The question of the question mark

July 22, 2011

Suddenly, I have a Duran Duran song stuck in my head.

Zawga elayaOh, right. Sorry. Um … Syriac. That’s the important thing here. You know, ancient language, all that?

Anyway, a Cambridge researcher has asserted the identification of the world’s first question mark, a Syriac character called zawga elaya:

The double dot mark, known to later grammarians as zawga elaya, is written above a word near the start of a sentence to tell the reader that it is a question. It doesn’t appear on all questions: ones with a wh- word don’t need it, just as in English ‘Who is it’ can only be a question (although we use a question mark anyway). But a question like ‘You’re going away?’ needs the question mark to be understood; and in Syriac, zawga elaya marks just these otherwise ambiguous expressions.

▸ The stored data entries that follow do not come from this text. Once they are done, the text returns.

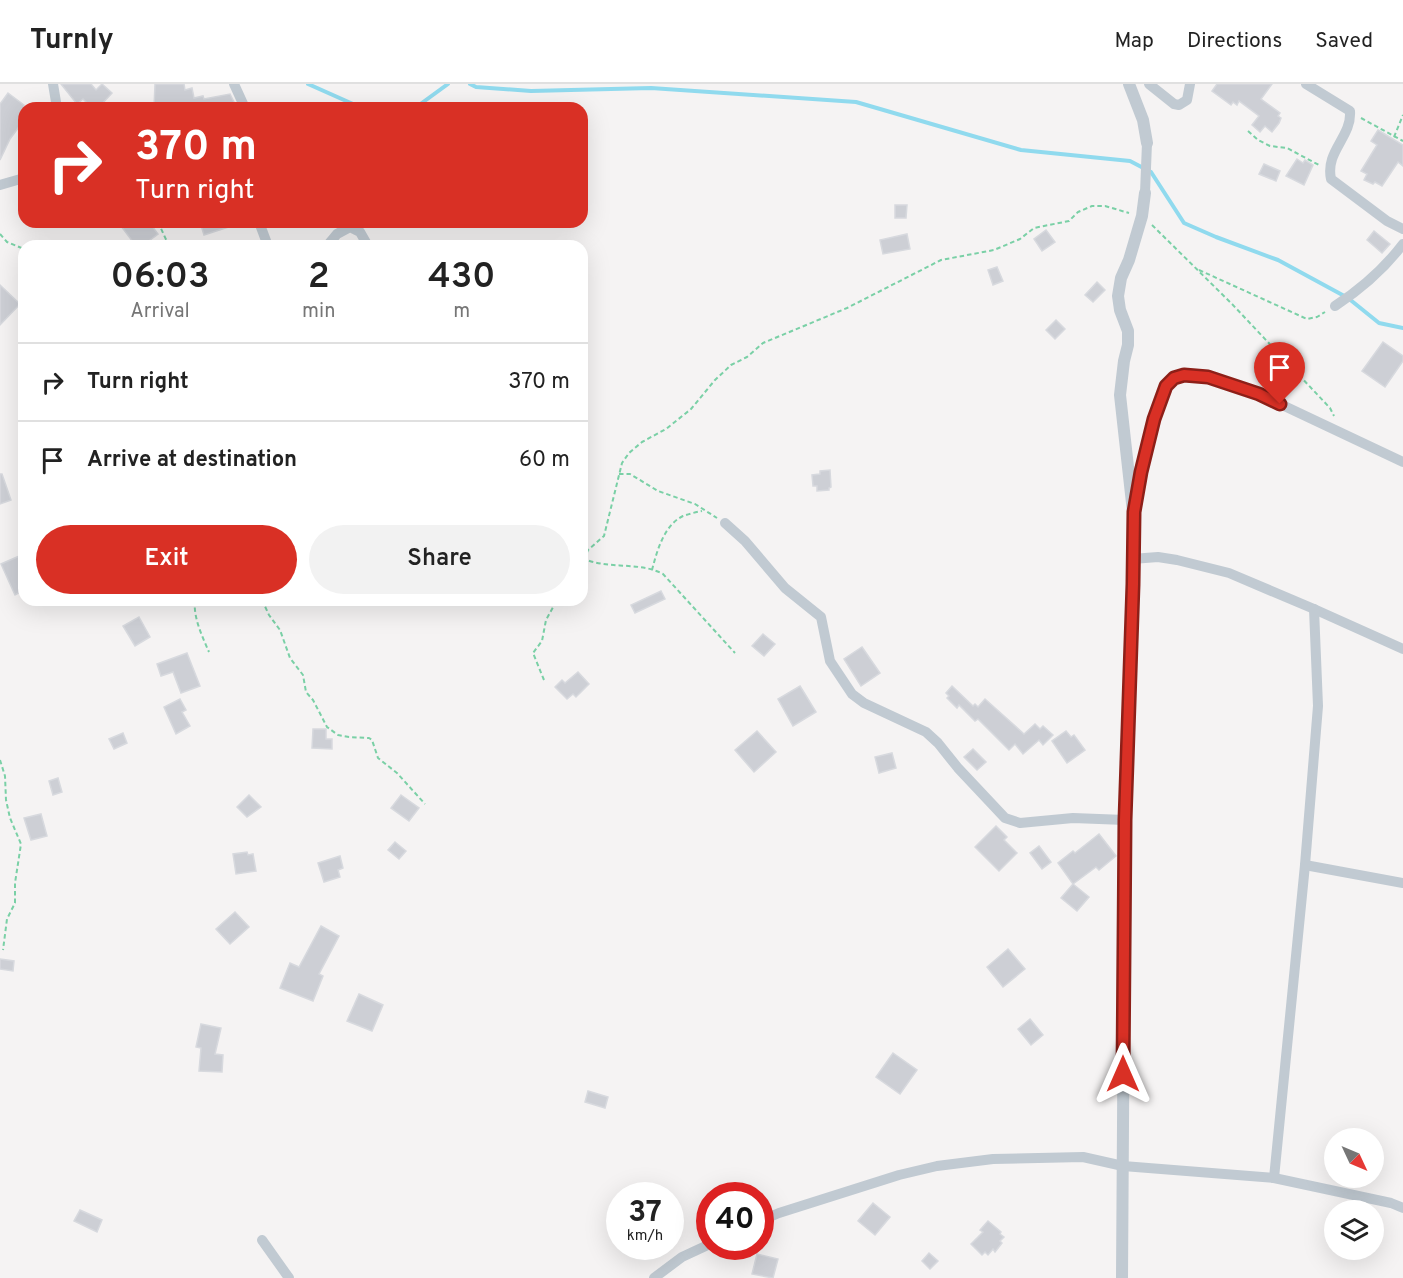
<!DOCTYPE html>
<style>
body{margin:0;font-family:Overpass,sans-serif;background:#f2f2f2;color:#222;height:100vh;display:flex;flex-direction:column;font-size:22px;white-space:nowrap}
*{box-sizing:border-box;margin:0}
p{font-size:20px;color:#767676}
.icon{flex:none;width:33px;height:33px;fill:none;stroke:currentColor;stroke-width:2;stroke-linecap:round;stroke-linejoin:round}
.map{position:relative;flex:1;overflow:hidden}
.details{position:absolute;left:18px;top:156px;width:570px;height:366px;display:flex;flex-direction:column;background:#fff;border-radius:18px;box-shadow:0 6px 24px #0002}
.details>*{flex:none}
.hud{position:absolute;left:18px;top:18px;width:570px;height:126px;border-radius:18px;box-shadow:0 6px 24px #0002;background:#d93025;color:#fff;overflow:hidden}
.needle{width:39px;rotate:134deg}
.fabs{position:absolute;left:1324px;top:1044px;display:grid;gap:12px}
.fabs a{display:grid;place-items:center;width:60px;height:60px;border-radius:50%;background:#fff;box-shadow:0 6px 24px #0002;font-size:30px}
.speed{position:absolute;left:606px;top:1098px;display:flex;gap:12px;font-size:30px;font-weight:700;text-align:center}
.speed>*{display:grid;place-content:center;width:78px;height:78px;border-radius:50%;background:#fff;box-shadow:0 6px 24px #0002;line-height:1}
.speed small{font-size:15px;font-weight:400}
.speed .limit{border:9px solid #d22;background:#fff;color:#111}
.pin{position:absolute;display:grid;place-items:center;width:51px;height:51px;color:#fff;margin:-62px -26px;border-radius:50% 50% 50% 0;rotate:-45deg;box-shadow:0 0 6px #0007}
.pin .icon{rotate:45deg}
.me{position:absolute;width:66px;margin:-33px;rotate:0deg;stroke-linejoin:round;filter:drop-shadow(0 0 4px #0008)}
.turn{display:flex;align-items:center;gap:21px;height:126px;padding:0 18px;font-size:27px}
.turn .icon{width:78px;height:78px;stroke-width:2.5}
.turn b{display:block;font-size:42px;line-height:51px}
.eta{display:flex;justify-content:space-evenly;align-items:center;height:102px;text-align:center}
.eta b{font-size:36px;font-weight:600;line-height:42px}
.action{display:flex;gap:12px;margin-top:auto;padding:12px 18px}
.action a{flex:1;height:69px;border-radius:36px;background:#d93025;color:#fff;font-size:24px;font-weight:600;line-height:69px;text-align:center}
.action a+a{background:#f2f2f2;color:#222}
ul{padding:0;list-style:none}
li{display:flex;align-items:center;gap:18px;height:78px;padding:0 18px;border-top:2px solid #e0e0e0}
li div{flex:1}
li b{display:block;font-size:22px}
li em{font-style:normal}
header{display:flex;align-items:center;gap:36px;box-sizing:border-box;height:84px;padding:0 30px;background:#fff;border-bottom:2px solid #e0e0e0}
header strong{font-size:28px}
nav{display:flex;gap:33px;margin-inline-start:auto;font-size:21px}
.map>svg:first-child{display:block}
</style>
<header>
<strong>Turnly</strong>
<nav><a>Map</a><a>Directions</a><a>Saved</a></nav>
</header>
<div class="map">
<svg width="1403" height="1194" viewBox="0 0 1403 1194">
<rect width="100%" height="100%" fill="#f5f3f3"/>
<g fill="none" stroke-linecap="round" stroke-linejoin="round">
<g stroke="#90daee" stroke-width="4">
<path d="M 308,0 L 362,24"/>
<path d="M 470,0 L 476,3 L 531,7 L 651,4 L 856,18 L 1021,66 L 1130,77 L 1151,88 L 1184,139 L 1216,153 L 1278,176 L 1348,214 L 1379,239 L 1403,244"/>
<path d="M 415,24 L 448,0"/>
</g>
</g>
<g fill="#cdcfd5" stroke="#d7d9de" stroke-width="1.5">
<path d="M 61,0 L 91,0 L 96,6 L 102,0 L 112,9 L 98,24 L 92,24 L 83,15 L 77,20 Z"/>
<path d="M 155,0 L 184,0 L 185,6 L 192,4 L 194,14 L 203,12 L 204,15 L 230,10 L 237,24 L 184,24 L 184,22 L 154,24 Z"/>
<path d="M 1217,0 L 1272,0 L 1261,15 L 1280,29 L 1278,32 L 1281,34 L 1279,39 L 1272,48 L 1265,42 L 1260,48 L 1252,41 L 1259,32 L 1239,17 L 1237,21 L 1233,18 L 1231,21 L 1212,7 Z"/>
<path d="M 8,9 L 24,21 L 24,36 L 10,55 L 0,76 L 0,20 Z"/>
<path d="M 1378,46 L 1403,61 L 1403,82 L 1398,78 L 1382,102 L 1375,98 L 1373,100 L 1364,96 L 1367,90 L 1361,87 L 1377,61 L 1371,57 Z"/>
<path d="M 1297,75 L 1303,79 L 1305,76 L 1313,81 L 1304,101 L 1286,92 Z"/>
<path d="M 1264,80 L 1280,87 L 1276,97 L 1259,90 Z"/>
<path d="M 895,121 L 907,121 L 906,134 L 895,134 Z"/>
<path d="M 118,138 L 149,138 L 158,150 L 142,162 L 136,162 Z"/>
<path d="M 200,138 L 238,138 L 238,140 L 204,151 Z"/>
<path d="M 1046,146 L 1055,158 L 1042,167 L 1034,155 Z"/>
<path d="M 1374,147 L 1390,160 L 1382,169 L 1367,156 Z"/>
<path d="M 907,150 L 910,165 L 883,170 L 880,156 Z"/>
<path d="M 997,183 L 1003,197 L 993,201 L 988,186 Z"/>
<path d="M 1097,198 L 1105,206 L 1093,218 L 1085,211 Z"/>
<path d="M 0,201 L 20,220 L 0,241 Z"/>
<path d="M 1056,236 L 1065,245 L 1055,255 L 1046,246 Z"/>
<path d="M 1383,258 L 1403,272 L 1403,277 L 1385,303 L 1362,287 Z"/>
<path d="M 830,386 L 831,403 L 829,404 L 829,406 L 817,407 L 817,402 L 813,402 L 812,391 L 820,390 L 820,387 Z"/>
<path d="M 0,390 L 2,390 L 11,416 L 0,420 Z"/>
<path d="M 24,470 L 24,506 L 15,511 L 1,480 Z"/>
<path d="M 661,507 L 665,515 L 635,529 L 631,521 Z"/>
<path d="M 139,533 L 150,553 L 135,562 L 123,542 Z"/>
<path d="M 763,550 L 775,560 L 764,572 L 752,562 Z"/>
<path d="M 862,563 L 880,589 L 861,602 L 844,575 Z"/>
<path d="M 187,569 L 200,602 L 181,609 L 173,588 L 161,592 L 157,580 Z"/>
<path d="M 578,588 L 589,600 L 576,613 L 573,610 L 567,615 L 555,603 L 562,596 L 565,599 Z"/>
<path d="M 800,602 L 816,628 L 793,642 L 778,615 Z"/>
<path d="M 952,602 L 973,622 L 975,620 L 978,623 L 985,615 L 1024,650 L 1035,640 L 1040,645 L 1043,642 L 1053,651 L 1043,661 L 1039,656 L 1023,670 L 1015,660 L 1009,666 L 978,635 L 975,637 L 959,621 L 957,624 L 947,614 L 949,612 L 946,609 Z"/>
<path d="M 180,615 L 186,626 L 182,628 L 190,642 L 176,650 L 164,623 Z"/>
<path d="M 313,645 L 326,645 L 326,655 L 332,655 L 332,665 L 312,664 Z"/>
<path d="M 757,647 L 776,668 L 754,688 L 735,666 Z"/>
<path d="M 1066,647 L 1071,653 L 1074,651 L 1085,666 L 1067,679 L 1052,657 Z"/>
<path d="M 123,649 L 127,659 L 114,665 L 109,655 Z"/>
<path d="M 973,665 L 986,678 L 977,686 L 964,673 Z"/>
<path d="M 892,669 L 896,684 L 879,689 L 875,673 Z"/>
<path d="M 58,694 L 62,708 L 53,711 L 49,697 Z"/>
<path d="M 249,711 L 261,723 L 247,733 L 237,723 Z"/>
<path d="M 401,711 L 419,724 L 409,737 L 391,724 Z"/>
<path d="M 41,730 L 47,752 L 31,756 L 24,734 Z"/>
<path d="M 996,742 L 1007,753 L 1004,756 L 1017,769 L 999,787 L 975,763 Z"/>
<path d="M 1099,750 L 1116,772 L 1099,786 L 1096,783 L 1073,800 L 1058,779 L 1073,767 L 1075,769 Z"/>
<path d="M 395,758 L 406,767 L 399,775 L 388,766 Z"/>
<path d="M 1039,762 L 1051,778 L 1042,785 L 1030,769 Z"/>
<path d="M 247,768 L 248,771 L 253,770 L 256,787 L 236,790 L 233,770 Z"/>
<path d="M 340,772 L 343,784 L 338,786 L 340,793 L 324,798 L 318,779 Z"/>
<path d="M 1073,800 L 1089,813 L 1077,827 L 1061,814 Z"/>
<path d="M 235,828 L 249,843 L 230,860 L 216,845 Z"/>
<path d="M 321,842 L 339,852 L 319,890 L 323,892 L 313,917 L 280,904 L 290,879 L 299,883 Z"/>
<path d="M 1008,865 L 1025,885 L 1003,903 L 987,883 Z"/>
<path d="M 0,875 L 14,877 L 13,887 L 0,885 Z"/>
<path d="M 359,910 L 383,921 L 372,947 L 347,937 Z"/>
<path d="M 1030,935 L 1043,951 L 1031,961 L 1018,945 Z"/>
<path d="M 201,940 L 221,944 L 215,970 L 223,971 L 222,988 L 199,987 L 201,964 L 196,963 Z"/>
<path d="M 893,969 L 917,986 L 900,1010 L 876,993 Z"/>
<path d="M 588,1007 L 608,1013 L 605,1024 L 585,1018 Z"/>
<path d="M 873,1119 L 890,1133 L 875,1151 L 858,1137 Z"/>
<path d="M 80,1126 L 102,1136 L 97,1148 L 74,1137 Z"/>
<path d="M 988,1137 L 1001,1148 L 1000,1150 L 1004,1153 L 1000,1157 L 1002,1159 L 995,1168 L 993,1165 L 988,1171 L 985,1168 L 982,1171 L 971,1160 L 983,1148 L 980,1146 Z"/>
<path d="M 929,1169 L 938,1177 L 930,1185 L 922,1177 Z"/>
<path d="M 757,1170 L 778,1175 L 773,1194 L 752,1190 Z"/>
</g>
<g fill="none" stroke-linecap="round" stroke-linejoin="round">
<g stroke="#7ad0a6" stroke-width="2" stroke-dasharray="4.5 3" stroke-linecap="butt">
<path d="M 1361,34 L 1403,57"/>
<path d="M 1248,47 L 1258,56 L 1270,62 L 1287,64 L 1319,81"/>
<path d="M 1394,53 L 1403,31"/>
<path d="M 158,138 L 169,162"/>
<path d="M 1152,141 L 1232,220 L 1330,324 L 1334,332"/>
<path d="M 0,150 L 7,158 L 24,165"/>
<path d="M 1199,186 L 1307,235 L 1317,233 L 1325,228"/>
<path d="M 619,390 L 630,390 L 658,407 L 695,420 L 717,434"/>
<path d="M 582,474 C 607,486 639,477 663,490 L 735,569"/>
<path d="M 584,476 L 588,466 L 604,452 L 622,379 L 629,369 L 642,358 L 666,345 L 691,325 L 715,296 L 731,281 L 747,273 L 763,259 L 847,224 L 941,176 L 994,166 L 1020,155 L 1034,144 L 1069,137 L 1078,128 L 1092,122 L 1105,122 L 1129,129"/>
<path d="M 652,486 C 657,467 664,441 683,432 C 689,430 696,428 702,427"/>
<path d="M 195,516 C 193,533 202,552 209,568"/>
<path d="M 262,516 L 269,531 L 280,546 L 290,574 L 303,591 L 306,608 L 313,616 L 327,643 L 338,651 L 349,653 L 369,654 L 372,656 L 378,674 L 397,689 L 425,720"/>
<path d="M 544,596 L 533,569 L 542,557 L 546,536 L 557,516"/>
<path d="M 0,676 L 5,692 L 6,716 L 10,734 L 21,760 L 15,799 L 15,819 L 7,835 L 3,866"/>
</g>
<g stroke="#c1cad2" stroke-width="10">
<path d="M 53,0 L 57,24"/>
<path d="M 234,0 L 245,24"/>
<path d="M 1149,0 L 1174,20 L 1179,21 L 1187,16 L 1190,0"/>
<path d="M 1306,0 L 1350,27 C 1352,53 1325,67 1331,95 L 1387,137 L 1403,145"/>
<path d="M 0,101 L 24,94"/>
<path d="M 1145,109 L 1147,59"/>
<path d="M 259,138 L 268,162"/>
<path d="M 327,162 L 337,150 L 350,143 L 360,148 L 368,162"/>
<path d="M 1335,222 C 1361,205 1384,185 1403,160"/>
<path d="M 1135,422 L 1154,335 L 1166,302 L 1174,294 L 1184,291 L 1208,293 L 1259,310 L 1403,378"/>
<path d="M 725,439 L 745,457 L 785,504 L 821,533 L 830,577 L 852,610 L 864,619 L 926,648 L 938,659 L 958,684 L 1005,734 L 1020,739 L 1073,734 L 1125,736"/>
<path d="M 1132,475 L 1158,473 L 1177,476 L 1229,489 L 1314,525 L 1403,565"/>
<path d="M 1305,781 L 1403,799"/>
<path d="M 1274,1094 L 1305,781 L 1318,622 L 1314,525"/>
<path d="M 760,1137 L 779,1129 L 899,1091 L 937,1082 L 993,1075 L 1083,1073 L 1123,1082 L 1274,1094 L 1391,1119 L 1403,1124"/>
<path d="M 262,1156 L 289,1194"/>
<path d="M 654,1194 L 682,1173 L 710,1160"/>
</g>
<g stroke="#c1cad2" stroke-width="12">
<path d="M 1129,0 L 1143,36 L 1147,59"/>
<path d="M 1122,1194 L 1125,736 L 1133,499 L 1133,428 L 1120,311 L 1124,277 L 1128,261 L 1128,247 L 1120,226 L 1118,212 L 1121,194 L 1129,176 L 1142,132 L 1145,109"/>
</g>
</g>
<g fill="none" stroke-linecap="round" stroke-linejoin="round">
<g stroke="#8d1f18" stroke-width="15">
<path id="route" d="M 1123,990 L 1125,736 L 1133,500 L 1134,428 L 1141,388 L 1154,335 L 1166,302 L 1174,294 L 1184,291 L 1208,293 L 1259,310 L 1280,320"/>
</g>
<use href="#route" stroke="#d93025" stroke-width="10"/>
</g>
</svg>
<div class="fabs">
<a><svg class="needle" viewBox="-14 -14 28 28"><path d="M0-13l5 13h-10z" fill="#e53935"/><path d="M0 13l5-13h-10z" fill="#767676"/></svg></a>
<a><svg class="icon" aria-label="layers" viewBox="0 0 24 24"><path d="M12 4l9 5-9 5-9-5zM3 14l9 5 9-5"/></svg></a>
</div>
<div class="speed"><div>37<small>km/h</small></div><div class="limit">40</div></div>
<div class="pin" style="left:1280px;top:320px;background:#d93025"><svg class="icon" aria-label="arrive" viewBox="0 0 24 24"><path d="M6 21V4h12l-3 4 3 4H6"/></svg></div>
<svg class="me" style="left:1123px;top:990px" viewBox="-20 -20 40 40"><path d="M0-17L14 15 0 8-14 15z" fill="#d93025" stroke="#fff" stroke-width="4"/></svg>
<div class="hud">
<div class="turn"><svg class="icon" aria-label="right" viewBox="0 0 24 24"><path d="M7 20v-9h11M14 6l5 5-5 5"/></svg><div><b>370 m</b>Turn right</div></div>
</div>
<section class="details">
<div class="eta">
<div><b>06:03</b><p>Arrival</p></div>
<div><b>2</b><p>min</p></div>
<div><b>430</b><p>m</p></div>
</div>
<ul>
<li><svg class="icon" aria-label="right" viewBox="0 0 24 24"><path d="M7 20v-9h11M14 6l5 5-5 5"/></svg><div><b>Turn right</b></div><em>370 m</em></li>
<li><svg class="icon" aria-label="arrive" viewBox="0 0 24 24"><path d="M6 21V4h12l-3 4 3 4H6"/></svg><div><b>Arrive at destination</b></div><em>60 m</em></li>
</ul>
<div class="action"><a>Exit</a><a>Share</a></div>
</section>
</div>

“Reading aloud, the same function is served by a rising tone of voice – or at least it is in English – and it is interesting to ponder whether zawga elaya really marks the grammar of the question, or whether it is a direction to someone reading the Bible aloud to modulate their voice,” said Dr Coakley.

Question marks in Greek and Latin script emerged later than in Syriac, with the earliest examples dating from the eighth century. It is likely that these symbols developed independently from each other and from Syriac. Hebrew and Arabic, close neighbours of Syriac, have nothing comparable. Armenian, another neighbour, has a similar mark, but it seems to be later.

For his own part, Dr. Chip Coakley is gratified by the reception his argument has received from fellow academics. “I’d describe it as a significant footnote in the history of writing,” he explained, adding cheerfully, “And it’s satisfying to have made sense out of some of those weird dots.”